BRIEF:
Please count the lines below that hold the word "accent" and give the count without any other text.

[Extracted records]
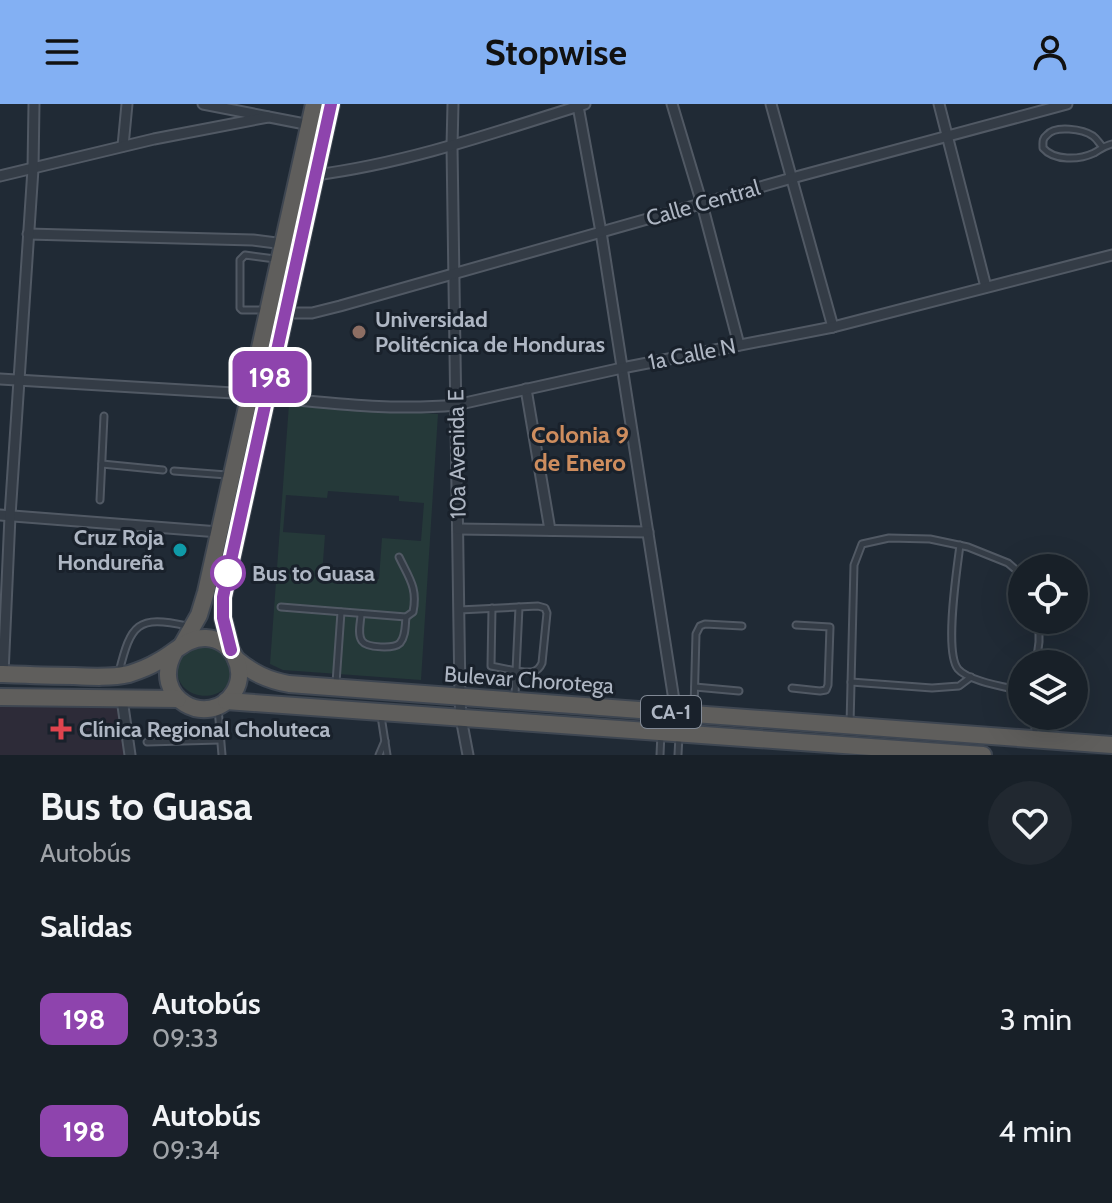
<!DOCTYPE html>
<html lang="es">
<meta charset="utf-8">
<style>
:root{--surface:#182028;--page:#212830;--text:#f1f3f6;--muted:#9fa3a8;--line:#363e45;--accent:#83b0f3}
body{margin:0;font-family:Cabin,sans-serif;background:var(--page);color:var(--text);height:100vh;display:flex;flex-direction:column;font-size:30px;white-space:nowrap}
*{box-sizing:border-box;margin:0}
p{font-size:26px;color:var(--muted)}
.icon{flex:none;width:44px;height:44px;fill:none;stroke:currentColor;stroke-width:2;stroke-linecap:round;stroke-linejoin:round}
.map{position:relative;height:651px;overflow:hidden}
.side{display:flex;flex-direction:column;background:var(--surface);flex:1}
.side>*{flex:none}
.badge{padding:0 16px;border-radius:12px;font-size:28px;line-height:52px}
.controls{position:absolute;left:1008px;top:450px;display:grid;gap:16px}
.controls a{display:grid;place-items:center;width:80px;height:80px;border-radius:50%;background:var(--surface);box-shadow:0 8px 32px #0002,0 0 0 2px var(--line);font-size:40px}
.map>.badge{position:absolute;translate:-50% -50%;box-shadow:0 0 0 4px #fff}
h2{padding:0 40px;font-size:30px;line-height:72px}
.round{display:grid;place-items:center;flex:none;width:84px;height:84px;border-radius:42px;background:var(--page)}
.headline{display:flex;align-items:center;justify-content:space-between;height:136px;padding:0 40px}
h1{font-size:38px;font-weight:800;line-height:60px}
ul{padding:0;list-style:none}
li{display:flex;align-items:center;gap:24px;height:112px;padding:0 40px}
li div{flex:1}
li b{display:block;font-size:30px}
li em{font-style:normal}
li .badge{min-width:88px;font-weight:700;text-align:center}
header{display:flex;justify-content:space-between;align-items:center;height:104px;padding:0 40px;background:var(--accent);color:#111;font-size:36px;font-weight:800}
.map>svg:first-child{display:block}
.medical{fill:#2d2b38}
.green{fill:#253939;fill-rule:evenodd}
.lines{fill:none;stroke-linecap:round;stroke-linejoin:round}
.service-casing{stroke:#515964;stroke-width:9}
.minor-casing{stroke:#515964;stroke-width:13}
.trunk-casing{stroke:#3e4651;stroke-width:20}
.service{stroke:#343c46;stroke-width:5}
.minor{stroke:#343c46;stroke-width:9}
.trunk{stroke:#5f5e5c;stroke-width:16}
.line-casing{stroke:#fff;stroke-width:18}
.line{stroke:#8e44ad;stroke-width:12}
.education-dot{fill:#8d6e63;stroke:#19212b;stroke-width:3}
.culture-dot{fill:#0f9aa8;stroke:#19212b;stroke-width:3}
.stop-dot{fill:#fff;stroke:#8e44ad;stroke-width:4}
.health-dot{fill:#e0444e;stroke:#19212b;stroke-width:3}
.labels{text-anchor:middle;dominant-baseline:central;stroke-width:6;stroke-linejoin:round;paint-order:stroke}
.shield{fill:#19212b;stroke:#818995;stroke-width:2}
.shield-label{font-size:20px;font-weight:bold;fill:#aeb6c3}
.street-label{font-size:22px;fill:#aeb6c3;stroke:#19212b}
.poi-label{font-size:22px;font-weight:bold;fill:#aeb6c3;stroke:#19212b;text-anchor:start}
.stop-label{font-size:22px;font-weight:bold;fill:#aeb6c3;stroke:#19212b;text-anchor:start}
.neighbourhood-label{font-size:24px;font-weight:bold;fill:#ce8d5e;stroke:#19212b}
</style>
<header><svg class="icon" aria-label="menu" viewBox="0 0 24 24"><path d="M4 6h16M4 12h16M4 18h16"/></svg>Stopwise<svg class="icon" aria-label="person" viewBox="0 0 24 24"><circle cx="12" cy="8" r="4"/><path d="M4 21q1-7 8-7t8 7"/></svg></header>
<div class="map">
<svg width="1112" height="651" viewBox="0 0 1112 651">
<rect width="100%" height="100%" fill="#202a35"/>
<!-- medical -->
<path class="medical" d="M0 597 118 599 125 651H0Z"/>
<!-- green -->
<g class="green">
<path d="M289 300 438 310 421 576 283 566 270 560ZM328 387 399 392V397L424 399 421 437 382 434 379 475 322 471 325 431 283 428 286 391 327 394Z"/>
<path d="M204 538 226 549C228 555 231 562 231 568 230 602 175 599 177 563 177 560 179 553 181 551 186 545 197 542 204 538Z"/>
</g>
<g class="lines">
<!-- service casing -->
<g class="service-casing">
<g id="service">
<path d="M1102 42C1099 39 1097 35 1093 32 1083 25 1055 21 1047 31 1042 35 1043 38 1043 44 1054 57 1079 56 1094 49 1101 45 1104 42 1112 40"/>
<path d="M263 206H242L240 204V156L245 151 275 155"/>
<path d="M102 360 163 366"/>
<path d="M174 367 227 371"/>
<path d="M100 396 104 312"/>
<path d="M960 441C957 465 944 548 958 565 968 577 1006 583 1022 587"/>
<path d="M281 503 406 513 413 508C418 484 409 474 399 453"/>
<path d="M492 504 491 562 516 567 519 503"/>
<path d="M459 506 538 502 545 504 547 509 542 559C537 571 527 568 516 567L515 592"/>
<path d="M361 510C361 517 357 530 362 537 367 544 394 545 400 539 406 532 405 521 406 513"/>
<path d="M1036 560 1039 538V516"/>
<path d="M119 568C131 520 137 511 187 522"/>
<path d="M851 578 932 584 959 582 971 573"/>
<path d="M336 579 341 508"/>
<path d="M695 583 739 587"/>
<path d="M792 584 820 587 826 586 828 581 830 523 796 521"/>
<path d="M218 604 222 651"/>
<path d="M694 605 696 530 700 522 705 520 742 522"/>
<path d="M381 612 387 651"/>
<path d="M850 620 854 461 862 440 889 434 930 435 968 443 1008 459 1022 471"/>
<path d="M1035 630V612"/>
<path d="M147 638 220 636"/>
<path d="M379 651 385 637"/>
<path d="M660 651 661 629"/>
<path d="M678 651 679 632"/>
</g>
</g>
<!-- minor casing -->
<g class="minor-casing">
<g id="minor">
<path d="M203 0 310 21"/>
<path d="M453 0 452 42 460 593 461 614 468 651"/>
<path d="M672 0 702 100 739 241"/>
<path d="M771 0 833 223"/>
<path d="M939 0 986 183"/>
<path d="M578 2 601 128 676 609"/>
<path d="M123 42 127 0"/>
<path d="M315 71C408 59 496 28 585 0"/>
<path d="M0 72 154 35 268 13"/>
<path d="M28 130 253 136 284 140"/>
<path d="M283 209H312L340 202 792 74 1067 0"/>
<path d="M0 275 250 290"/>
<path d="M526 285 550 426"/>
<path d="M266 293C329 299 392 307 456 301L622 264 833 223 1112 151"/>
<path d="M0 411 219 428"/>
<path d="M458 425 648 428"/>
<path d="M3 570 10 412 33 65 34 0"/>
<path d="M122 595 130 651"/>
</g>
</g>
<!-- trunk casing -->
<g class="trunk-casing">
<g id="trunk">
<path d="M182 541 199 511 206 488 314 0"/>
<path d="M231 546 223 514V493L331 0"/>
<path d="M236 555C253 569 267 576 289 580L1112 641"/>
<path d="M0 570C25 571 49 572 74 572 92 573 112 574 129 570 138 567 149 563 157 558 174 550 186 533 206 534 232 535 248 566 234 588 210 627 147 594 175 547"/>
<path d="M0 593 178 595"/>
<path d="M226 597 983 651"/>
</g>
</g>
<!-- service -->
<use href="#service" class="service"/>
<!-- minor -->
<use href="#minor" class="minor"/>
<!-- trunk -->
<use href="#trunk" class="trunk"/>
</g>
<g class="lines">
<!-- line casing -->
<g class="line-casing">
<path id="line" d="M231 546 223 514V493L331 0"/>
</g>
<!-- line -->
<use href="#line" class="line"/>
</g>
<!-- markers -->
<circle class="education-dot" cx="359" cy="228" r="8"/>
<circle class="culture-dot" cx="180" cy="446" r="8"/>
<circle class="stop-dot" cx="228" cy="469" r="16"/>
<path class="health-dot" d="M57 613h8v8h8v8h-8v8h-8v-8h-8v-8h8z"/>
<g class="labels">
<!-- shield labels -->
<rect class="shield" x="641" y="592" width="60" height="32" rx="6"/>
<g class="shield-label">
<text x="671" y="608">CA-1</text>
</g>
<!-- street labels -->
<g class="street-label">
<text transform="translate(703 99) rotate(-16)">Calle Central</text>
<text transform="translate(692 250) rotate(-11)">1a Calle N</text>
<text transform="translate(457 350) rotate(-91)">10a Avenida E</text>
<text transform="translate(529 576) rotate(4)">Bulevar Chorotega</text>
</g>
<!-- poi labels -->
<g class="poi-label">
<text x="375" y="215">Universidad<tspan x="375" dy="25">Politécnica de Honduras</tspan></text>
<text x="164" y="433" text-anchor="end">Cruz Roja<tspan x="164" dy="25">Hondureña</tspan></text>
<text x="79" y="625">Clínica Regional Choluteca</text>
</g>
<!-- stop labels -->
<g class="stop-label">
<text x="252" y="469">Bus to Guasa</text>
</g>
<!-- neighbourhood labels -->
<g class="neighbourhood-label">
<text x="580" y="330">Colonia 9<tspan x="580" dy="28">de Enero</tspan></text>
</g>
</g>
</svg>
<div class="controls">
<a><svg class="icon" aria-label="locate" viewBox="0 0 24 24"><circle cx="12" cy="12" r="6"/><path d="M12 2v4M12 18v4M2 12h4M18 12h4"/></svg></a>
<a><svg class="icon" aria-label="layers" viewBox="0 0 24 24"><path d="M12 4l9 5-9 5-9-5zM3 14l9 5 9-5"/></svg></a>
</div>
<b class="badge" style="left:270px;top:273px;background:#8e44ad;color:#fff">198</b>
</div>
<section class="side">
<div class="headline"><div><h1>Bus to Guasa</h1><p>Autobús</p></div><a class="round"><svg class="icon" aria-label="heart" viewBox="0 0 24 24"><path d="M12 20l-8-8c-3-5 5-10 8-4 3-6 11-1 8 4z"/></svg></a></div>
<h2>Salidas</h2>
<ul>
<li><span class="badge" style="background:#8e44ad;color:#fff">198</span><div><b>Autobús</b><p>09:33</p></div><em>3 min</em></li>
<li><span class="badge" style="background:#8e44ad;color:#fff">198</span><div><b>Autobús</b><p>09:34</p></div><em>4 min</em></li>
</ul>
</section>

FINAL ANSWER:
2